• _Problem to solve_
Scan the data below for the string "this". Copy every line where it appears.

• _Given records_
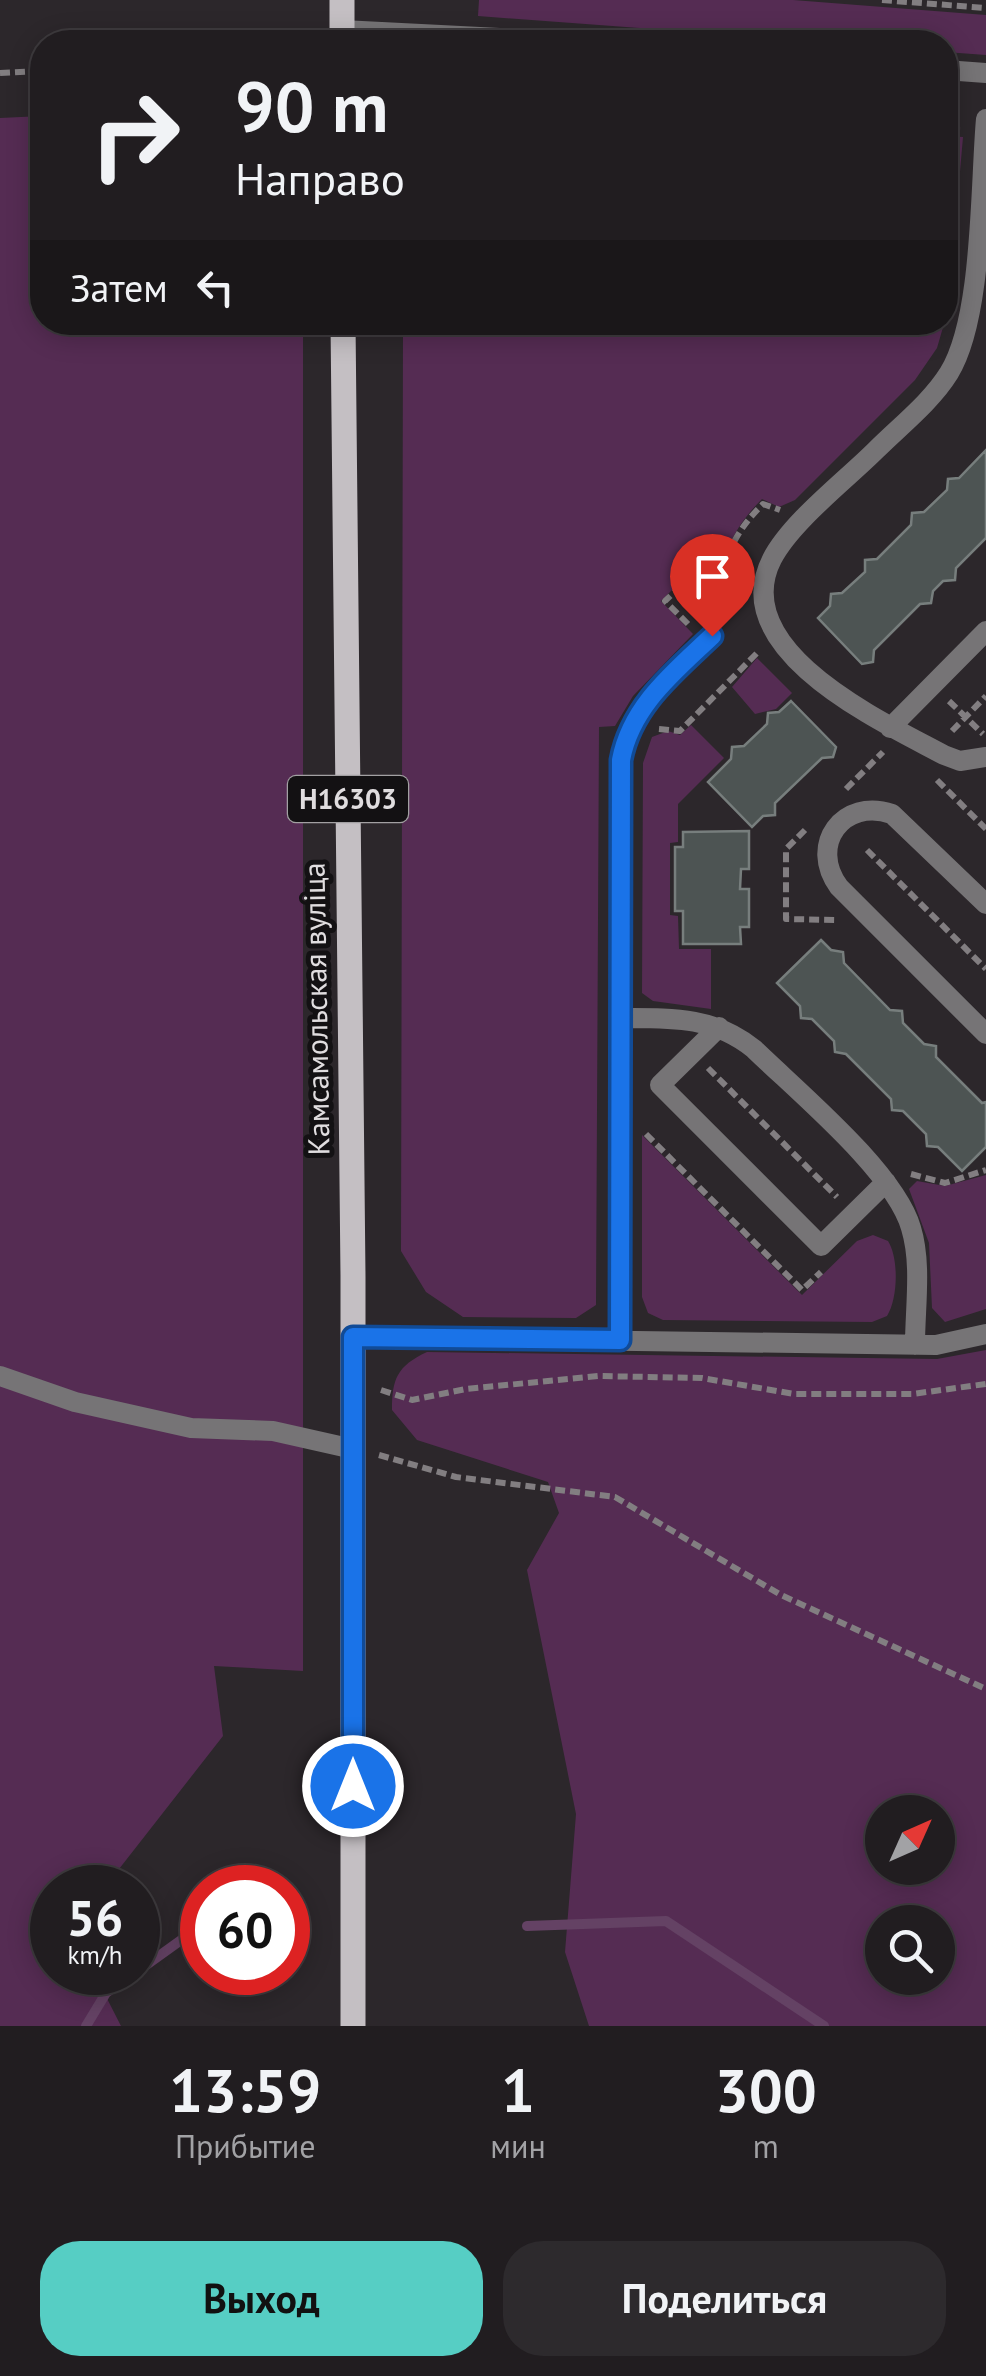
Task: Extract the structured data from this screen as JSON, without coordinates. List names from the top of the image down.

* * *

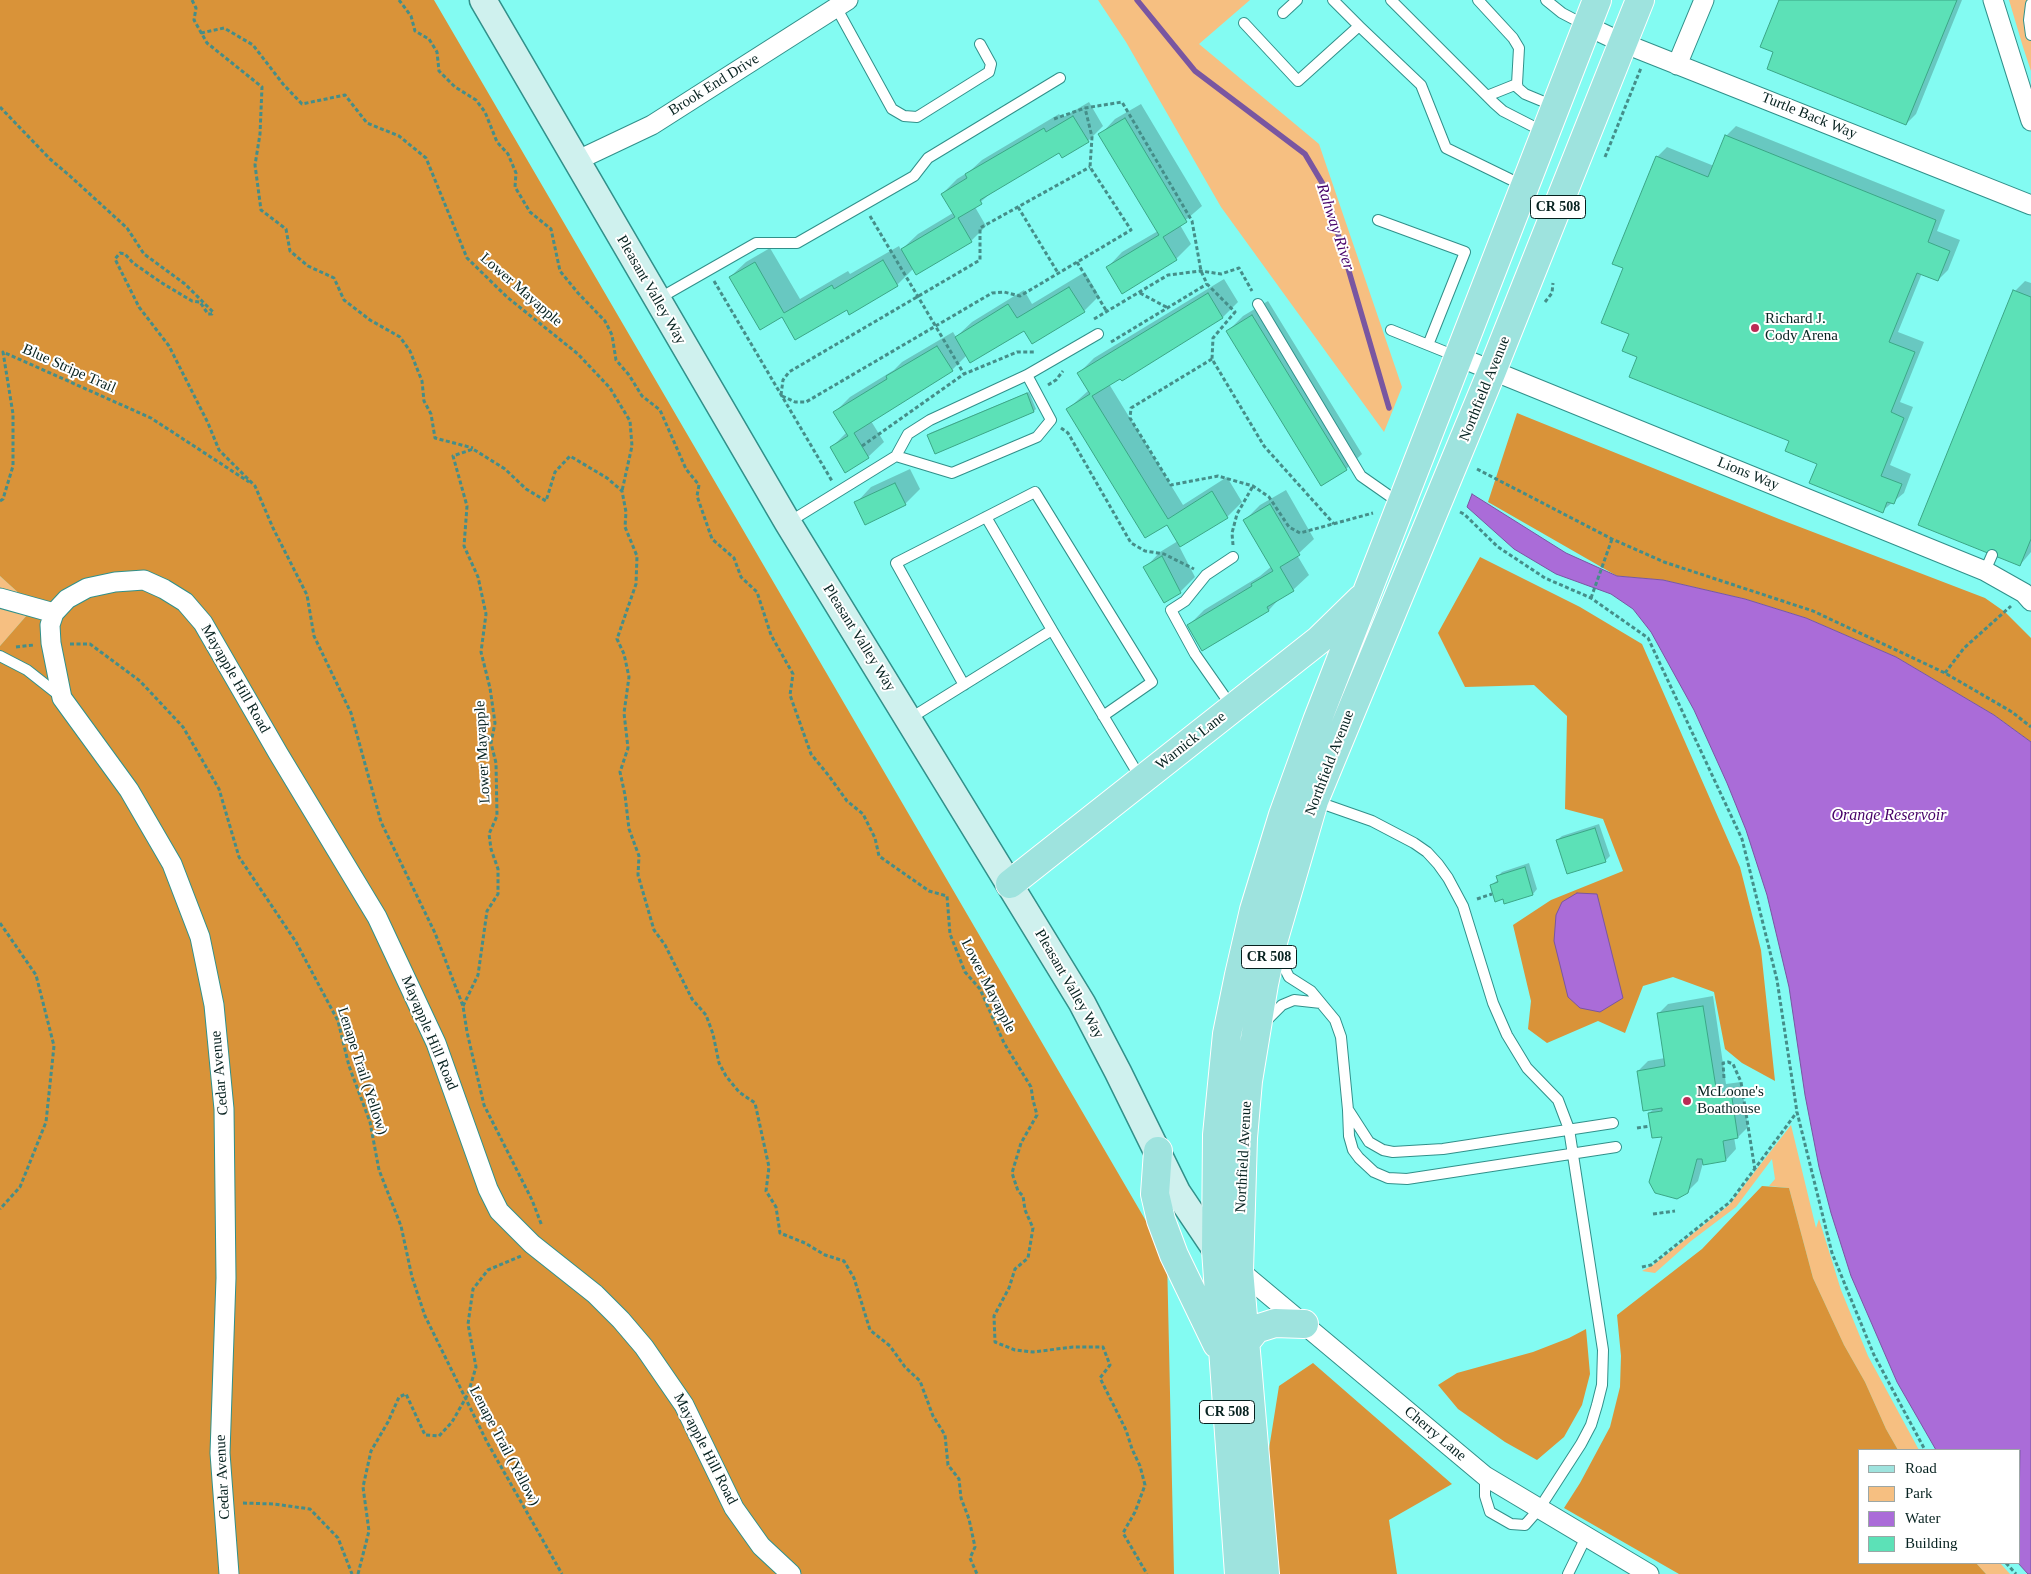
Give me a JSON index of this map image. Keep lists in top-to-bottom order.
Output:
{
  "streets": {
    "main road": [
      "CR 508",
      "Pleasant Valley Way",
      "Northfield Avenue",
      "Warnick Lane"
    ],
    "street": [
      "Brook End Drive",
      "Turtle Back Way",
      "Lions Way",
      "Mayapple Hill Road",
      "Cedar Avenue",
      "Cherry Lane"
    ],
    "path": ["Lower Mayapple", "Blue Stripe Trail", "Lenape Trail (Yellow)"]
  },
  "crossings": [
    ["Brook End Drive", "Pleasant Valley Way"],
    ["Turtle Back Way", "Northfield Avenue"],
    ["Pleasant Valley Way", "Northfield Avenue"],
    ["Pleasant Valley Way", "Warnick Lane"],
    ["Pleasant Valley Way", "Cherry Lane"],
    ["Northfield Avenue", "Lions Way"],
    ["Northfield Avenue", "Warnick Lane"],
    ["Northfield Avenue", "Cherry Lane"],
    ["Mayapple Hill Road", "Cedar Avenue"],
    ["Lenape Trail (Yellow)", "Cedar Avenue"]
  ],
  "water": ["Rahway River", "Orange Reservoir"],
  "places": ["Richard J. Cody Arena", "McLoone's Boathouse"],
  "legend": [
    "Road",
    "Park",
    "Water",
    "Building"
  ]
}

• _Finished task_
Task: Extract the structured data from this screen as JSON, without coordinates. List names from the top of the image down.
Give me a JSON index of this map image. Keep lists in top-to-bottom order.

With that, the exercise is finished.